The original “Men in Black” is a really good movie. Part sci-fi, part action adventure, part comedy. Strong characters. An interesting message with a coming-of-age plot and surprising revelations.
Why has it been so hard to make a good sequel from it?
Written by Matt Holloway and Art Marcum and directed by F. Gary Gray, “Men in Black: International” stars Tessa Thompson as Agent M and Chris Hemsworth as Agent H in an international caper that goes from New York to London to Paris to Marrakesh, revealing a mole in MiB as well as international intrigue as the most dangerous weapon in the universe falls into the wrong hands.
There is no strong internal journey to guide the story and reveal the inner aspects of its characters. The leads try their best, but the script just isn’t there for them. There are some occasional fun moments, but they service a story that on the whole is a retread of the first film. All in all, it’s a miss.

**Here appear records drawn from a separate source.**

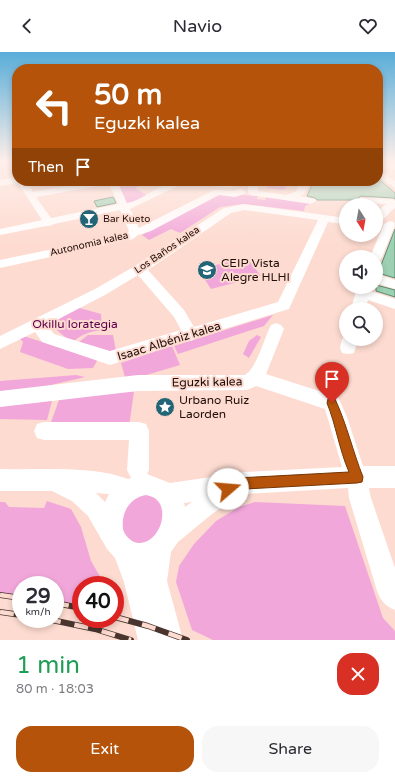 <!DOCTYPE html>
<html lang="en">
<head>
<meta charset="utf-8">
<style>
	:root { --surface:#fff; --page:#f7f7f7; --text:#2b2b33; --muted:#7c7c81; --accent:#b45309 }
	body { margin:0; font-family:"Varela Round",sans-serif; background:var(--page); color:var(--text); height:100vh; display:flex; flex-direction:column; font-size:15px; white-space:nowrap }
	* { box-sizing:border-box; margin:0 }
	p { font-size:13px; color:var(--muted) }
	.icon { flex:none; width:22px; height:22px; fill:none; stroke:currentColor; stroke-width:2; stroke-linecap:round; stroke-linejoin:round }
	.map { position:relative; height:588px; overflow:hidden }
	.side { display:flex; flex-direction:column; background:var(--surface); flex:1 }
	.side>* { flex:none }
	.banner { position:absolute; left:12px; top:12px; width:371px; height:122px; border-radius:16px; box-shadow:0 2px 6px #0003; background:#b45309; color:#fff; overflow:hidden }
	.needle { width:26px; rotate:169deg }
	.buttons { position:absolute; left:339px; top:146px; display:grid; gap:8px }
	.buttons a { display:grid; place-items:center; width:44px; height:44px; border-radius:50%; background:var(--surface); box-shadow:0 2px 6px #0003; font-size:20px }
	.speed { position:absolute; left:12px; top:524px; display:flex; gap:8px; font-size:20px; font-weight:700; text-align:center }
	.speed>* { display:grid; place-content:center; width:52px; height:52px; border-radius:50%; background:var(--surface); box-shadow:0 2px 6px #0003; line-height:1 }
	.speed small { font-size:10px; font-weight:400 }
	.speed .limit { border:6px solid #d22; background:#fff; color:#111 }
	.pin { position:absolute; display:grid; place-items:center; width:34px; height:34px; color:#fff; margin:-41px -17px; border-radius:50% 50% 50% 0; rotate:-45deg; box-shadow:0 0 4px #0007 }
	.pin .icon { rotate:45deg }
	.me { position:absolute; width:44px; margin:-22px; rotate:72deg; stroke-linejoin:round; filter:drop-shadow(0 0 3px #0008) }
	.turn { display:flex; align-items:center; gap:14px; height:84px; padding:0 16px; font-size:18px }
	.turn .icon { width:52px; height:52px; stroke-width:2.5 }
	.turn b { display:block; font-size:28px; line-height:34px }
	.then { display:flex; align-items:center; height:38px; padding:0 16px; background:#0003; gap:8px; font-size:15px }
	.round { display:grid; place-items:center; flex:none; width:42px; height:42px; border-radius:16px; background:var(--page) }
	.headline { display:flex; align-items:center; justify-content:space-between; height:68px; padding:0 16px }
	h1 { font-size:24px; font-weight:600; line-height:30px; color:#1e9e55 }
	.primary-button { display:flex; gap:8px; margin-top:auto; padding:8px 16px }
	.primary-button a { flex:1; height:46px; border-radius:16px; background:var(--accent); color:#fff; font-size:16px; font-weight:600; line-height:46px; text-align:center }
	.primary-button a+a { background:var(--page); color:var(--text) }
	header { display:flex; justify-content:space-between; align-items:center; height:52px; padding:0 16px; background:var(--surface); font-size:18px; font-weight:600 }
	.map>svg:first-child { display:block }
	.green { fill:#f2a7da }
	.building { fill:#9dd1b3; stroke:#598a6f }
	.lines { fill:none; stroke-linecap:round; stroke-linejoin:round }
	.minor { fill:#fff; fill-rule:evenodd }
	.rail-casing { stroke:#4a352e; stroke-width:6 }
	.rail { stroke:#fddbd0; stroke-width:4.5; stroke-dasharray:14; stroke-linecap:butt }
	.route { fill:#b45309; stroke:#753606 }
	.labels { text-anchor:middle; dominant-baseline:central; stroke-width:4; stroke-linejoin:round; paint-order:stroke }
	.far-poi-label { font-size:10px; fill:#200e08; stroke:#fddbd0; text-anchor:start }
	.far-street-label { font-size:10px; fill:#200e08; stroke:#fddbd0 }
	.poi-label { font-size:12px; fill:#200e08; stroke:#fddbd0; text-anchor:start }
	.park-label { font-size:12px; fill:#5d004a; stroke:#fddbd0 }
	.street-label { font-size:12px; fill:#200e08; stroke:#fddbd0 }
</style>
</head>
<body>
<header><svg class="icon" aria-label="back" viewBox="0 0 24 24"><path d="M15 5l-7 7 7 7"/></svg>Navio<svg class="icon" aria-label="heart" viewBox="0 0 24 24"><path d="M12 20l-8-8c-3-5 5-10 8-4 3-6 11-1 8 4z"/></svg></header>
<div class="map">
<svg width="395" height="588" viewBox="0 0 395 588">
	<rect width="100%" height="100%" fill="#fddbd0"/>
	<g class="green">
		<polygon points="115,129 132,129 141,133 135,136 148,144 130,153 125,152"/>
		<polygon points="268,129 289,129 285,137 282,138 267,136"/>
		<polygon points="221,141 257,144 257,147 265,148 266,145 312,150 312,151 305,154 304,159 243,152 220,155 180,181 171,177 149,188 142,183"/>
		<polygon points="247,206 261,224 211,237 198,217"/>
		<path d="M 76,255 L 101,262 L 102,278 C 89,280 81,282 72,291 L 51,273 Z"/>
		<polygon points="273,263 264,274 178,302 174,294"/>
		<polygon points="88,283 113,283 116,299 108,303 75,293"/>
		<polygon points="257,283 261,285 249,306 243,302 249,289"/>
		<polygon points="23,284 98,307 93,316 68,317 20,300 23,290 19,286"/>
		<polygon points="172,294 180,313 126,329 121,311"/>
		<polygon points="76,323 85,325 9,343 0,341 0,329"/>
		<polygon points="134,339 129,375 49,376 60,345"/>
		<polygon points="53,345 47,368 0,367 0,350"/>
		<polygon points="142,439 163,449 162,485 129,495 117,463"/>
		<polygon points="47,449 71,457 81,475 91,509 105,533 81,533 81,552 55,549 55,533 21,533 21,546 0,544 0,450 5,450 9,455 44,456"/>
		<polygon points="255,450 345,454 383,566 395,579 395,588 213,588 192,578 176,530 179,514 194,492 216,469 239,455"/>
	</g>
	<g class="building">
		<polygon points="314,129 381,129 395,141 395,147 393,146 361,144 356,148 317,148 315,146 307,144"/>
		<polygon points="113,145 116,151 97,155 94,149"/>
		<polygon points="395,177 395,226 378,221"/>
		<polygon points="376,233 395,238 395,245 376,239"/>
	</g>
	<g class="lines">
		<g class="minor">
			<polygon points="378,110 395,111 395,117 378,116"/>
			<polygon points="378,117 395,129 395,136 378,124"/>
			<path d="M 17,125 L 17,129 L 27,129 L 33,140 L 94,129 L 117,129 L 127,151 C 143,148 157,134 173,129 C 181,127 230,128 235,133 L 230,136 L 184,131 L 130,157 L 139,176 L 214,138 L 234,139 L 241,137 L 246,140 L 244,142 L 235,145 L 219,143 L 151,179 L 138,183 L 133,187 L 0,216 L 0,208 L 125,182 L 129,179 L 120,158 L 54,172 L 49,174 L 46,174 L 0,183 L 0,177 L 42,168 L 18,131 L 0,134 L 0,128 ZM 109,132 L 118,152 L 51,166 L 36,145 Z"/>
			<polygon points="248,129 258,129 258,139 287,143 296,139 301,129 311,129 305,141 300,144 315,147 316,149 311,152 250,143 248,141"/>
			<path d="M 361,146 L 393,147 L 395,149 L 395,156 C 387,161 385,169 376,171 C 376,162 379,156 387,152 L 357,151 L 356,149 Z"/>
			<path d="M 244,152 L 346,166 L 346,172 L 328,170 L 289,257 L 198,285 L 191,289 L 188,288 L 110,313 L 42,290 L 35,280 L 0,297 L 0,284 L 95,237 L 135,214 L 224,156 ZM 244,158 L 318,168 L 278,250 L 194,275 L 184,258 L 148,218 L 231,161 ZM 138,223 L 174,265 L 181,278 L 110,299 L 54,282 L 47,273 L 105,243 Z"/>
			<polygon points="390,169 394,170 395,173 382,205 380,208 376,209 376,205 370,205 384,172"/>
			<polygon points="376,222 395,228 395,237 376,231"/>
			<polygon points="357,235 371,235 370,239 395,247 395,257 368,248 365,257 351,257"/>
			<path d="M 276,271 L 281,273 L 284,277 L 266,322 L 338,345 L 347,365 L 363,414 L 395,414 L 395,436 L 369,436 L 371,446 L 395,516 L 395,558 C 385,554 381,549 377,539 L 349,446 L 348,436 L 245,442 L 240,443 L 212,462 L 178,490 L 171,500 L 167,529 L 183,588 L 138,588 L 124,530 L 115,506 L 107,497 L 88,464 L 72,449 L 52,439 L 0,439 L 0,417 C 37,418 94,413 128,427 L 131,426 L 127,418 L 129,388 L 44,388 L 37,386 L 34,379 L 37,372 L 44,370 L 139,370 L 146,372 L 149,379 L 149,418 L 147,422 L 170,431 L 245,420 L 342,415 L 325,357 L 256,334 L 247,338 L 138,339 L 0,355 L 0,339 L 138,323 L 245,323 C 257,316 264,286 271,273 ZM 96,441 L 109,442 L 105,450 ZM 146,443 C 150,444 154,445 157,448 C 172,463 153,500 132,489 C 128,486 124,482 123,477 C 121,461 129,446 146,443 ZM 192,450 L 185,455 L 184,451 Z"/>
			<polygon points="346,282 346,287 358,287 354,301 348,302 342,301 340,296 342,287"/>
		</g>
		<defs>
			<g id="rail">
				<polyline points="0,543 21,546"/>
				<polyline points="55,551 81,556"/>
				<polyline points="0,560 21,563"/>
				<polyline points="115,565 148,574 187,588"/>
				<polyline points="47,567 95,577 131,588"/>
			</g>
		</defs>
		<use href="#rail" class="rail-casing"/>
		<use href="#rail" class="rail"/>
	</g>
	<linearGradient id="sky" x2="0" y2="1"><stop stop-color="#58add9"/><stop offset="0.57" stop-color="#feefea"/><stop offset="1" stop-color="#feefea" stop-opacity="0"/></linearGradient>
	<rect width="395" height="192" fill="url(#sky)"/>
	<path class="route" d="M 332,346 L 335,347 C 347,373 353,400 363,425 L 362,430 L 357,431 L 245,437 L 238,438 L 228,443 L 224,441 L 222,437 L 224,433 L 237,426 L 349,420 C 339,397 336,373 327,351 L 328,347 Z"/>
	<defs>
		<symbol id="bar-disc" viewBox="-11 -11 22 22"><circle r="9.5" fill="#226577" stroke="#fddbd0"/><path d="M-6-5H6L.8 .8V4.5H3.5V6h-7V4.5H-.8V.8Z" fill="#fff"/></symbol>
		<symbol id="school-disc" viewBox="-11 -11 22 22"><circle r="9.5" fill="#226577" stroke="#fddbd0"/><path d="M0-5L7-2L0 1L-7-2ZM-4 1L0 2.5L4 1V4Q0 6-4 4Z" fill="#fff"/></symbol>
		<symbol id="sight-disc" viewBox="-11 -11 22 22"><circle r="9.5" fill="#226577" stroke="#fddbd0"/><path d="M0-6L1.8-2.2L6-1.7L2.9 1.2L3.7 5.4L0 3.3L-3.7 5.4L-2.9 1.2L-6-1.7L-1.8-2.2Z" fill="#fff"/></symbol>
	</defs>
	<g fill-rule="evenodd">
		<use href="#bar-disc" x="78" y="156" width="22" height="22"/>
		<use href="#school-disc" x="196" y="207" width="22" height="22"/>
		<use href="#sight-disc" x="154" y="344" width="22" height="22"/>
	</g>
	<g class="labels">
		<g class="far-poi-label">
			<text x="103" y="167">Bar Kueto</text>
		</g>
		<g class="far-street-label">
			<text transform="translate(89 192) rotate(-13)">Autonomia kalea</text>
			<text transform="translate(167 198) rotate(-34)">Los Baños kalea</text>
		</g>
		<g class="poi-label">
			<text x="221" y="211">CEIP Vista<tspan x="221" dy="14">Alegre HLHI</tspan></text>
			<text x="179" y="348">Urbano Ruiz<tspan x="179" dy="14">Laorden</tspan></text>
		</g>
		<g class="park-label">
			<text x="75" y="272">Okillu lorategia</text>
		</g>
		<g class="street-label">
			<text transform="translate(169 289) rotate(-17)">Isaac Albéniz kalea</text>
			<text transform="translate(207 330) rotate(-1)">Eguzki kalea</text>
		</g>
	</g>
</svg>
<div class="buttons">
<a><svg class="needle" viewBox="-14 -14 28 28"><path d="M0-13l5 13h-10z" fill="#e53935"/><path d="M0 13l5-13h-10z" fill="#7c7c81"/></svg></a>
<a><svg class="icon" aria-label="sound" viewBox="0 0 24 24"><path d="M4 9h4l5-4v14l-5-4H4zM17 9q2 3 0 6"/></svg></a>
<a><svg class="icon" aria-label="search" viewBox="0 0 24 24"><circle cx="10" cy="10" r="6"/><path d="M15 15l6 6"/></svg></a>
</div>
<div class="speed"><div>29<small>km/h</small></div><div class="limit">40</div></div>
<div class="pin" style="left:332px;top:351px;background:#d93025"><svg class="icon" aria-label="arrive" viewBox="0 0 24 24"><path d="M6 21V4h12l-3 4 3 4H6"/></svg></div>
<svg class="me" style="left:228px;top:437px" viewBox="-20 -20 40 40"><circle r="19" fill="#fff"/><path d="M0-13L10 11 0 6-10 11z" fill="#b45309"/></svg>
<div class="banner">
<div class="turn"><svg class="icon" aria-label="left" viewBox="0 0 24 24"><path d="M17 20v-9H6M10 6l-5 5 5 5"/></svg><div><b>50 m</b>Eguzki kalea</div></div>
<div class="then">Then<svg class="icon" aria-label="arrive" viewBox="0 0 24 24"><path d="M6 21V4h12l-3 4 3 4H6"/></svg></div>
</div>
</div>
<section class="side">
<div class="headline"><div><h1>1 min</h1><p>80 m · 18:03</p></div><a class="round" style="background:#d93025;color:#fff"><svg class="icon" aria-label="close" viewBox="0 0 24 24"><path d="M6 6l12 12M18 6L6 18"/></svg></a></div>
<div class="primary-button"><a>Exit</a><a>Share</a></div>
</section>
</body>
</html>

“Men in Black II” was an unfunny letdown. “Men in Black 3” had its moments but overall felt lacking. And now “Men in Black: International” is decidedly unmemorable, a mix of lackluster “Mission: Impossible” tropes with forgettable characters. Why has creating a franchise been so hard?
It may come down simply to poor writing and execution. All of these sequels feel as though they were made just to be made: no creative spark, no new avenues to explore, no broader themes to investigate. It’s all a real shame as the MiB as a concept seems to have so much potential.
What perhaps should have been realized awhile ago is that perhaps the cinema is not the best place for the MiB; perhaps they belong on television. An episodic venture that focuses on secret agents fighting aliens and keeping the world safe makes sense more than another high-profile film that tells the same story again and again.
Will that happen? Given the dismal box office performance of “International”, it seems doubtful for the near future.
But franchises have come back from worse films before.